$\displaystyle \int x^2*e^(-x^2/\theta)$ the bound are from 0 to infinity but i mostly would like to know how to go about this integral.
Thank you
To make things simpler, I will assume $\displaystyle \theta=1$.
Integration by parts gives:
$\displaystyle \int x. xe^{-x^2} dx= -\frac12e^{-x^2}+\frac12\int e^{-x^2}dx$
So I think, that with some effort you can express it using Phi-function or some of the related functions, but you cannot expect a closed form using only elementary functions.
(I hope I haven't made some embarrassing error in the calculation - but plenty of attentive eyes are here, ready to spot any mistake.)
Indeed, there was an error - forgotten x.
I still assume $\displaystyle \theta=1$.
Integration by parts gives:
$\displaystyle \int_0^\infty x. xe^{-x^2} dx= \left[-\frac12 xe^{-x^2}\right]_0^\infty+\frac12\int_0^\infty e^{-x^2}dx=\frac14\sqrt\pi$
The result obtained Gamma function is the same: $\displaystyle \frac12\Gamma\left(\frac32\right)=\frac14\sqrt{\pi }$
Do i then have dv=$\displaystyle x^2 dx$ and v=$\displaystyle 1/3*x^3$
and then do uv-$\displaystyle \int v du$ ???

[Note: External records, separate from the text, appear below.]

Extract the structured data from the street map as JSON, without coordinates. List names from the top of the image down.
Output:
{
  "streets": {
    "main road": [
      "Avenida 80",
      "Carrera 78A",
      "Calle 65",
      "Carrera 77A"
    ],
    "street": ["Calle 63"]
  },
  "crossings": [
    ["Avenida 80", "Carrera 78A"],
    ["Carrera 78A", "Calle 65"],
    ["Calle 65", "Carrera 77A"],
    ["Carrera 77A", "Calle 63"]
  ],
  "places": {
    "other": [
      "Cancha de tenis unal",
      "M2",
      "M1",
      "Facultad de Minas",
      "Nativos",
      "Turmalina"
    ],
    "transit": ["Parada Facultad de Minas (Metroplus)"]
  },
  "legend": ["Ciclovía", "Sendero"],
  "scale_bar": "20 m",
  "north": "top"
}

Also to add to the fun of this problem:
I know that the distribution of $\displaystyle x^2$ is an $\displaystyle exp(\theta)$
and the whole integral is $\displaystyle (2x^2/\theta) * e^(-x^2/\theta)$.
Ideally I would like this integral to equal 1/2 but i have a feeling it's not going to happen.
Sorry if I confused you, but when I mentioned u, I was not talking about integration by parts but about Chris' suggestion with Gamma-function.
In the integration by parts I took $\displaystyle u=x$ and $\displaystyle v'=xe^{-x^2/2}$. (I do not know, what notation are you used to.)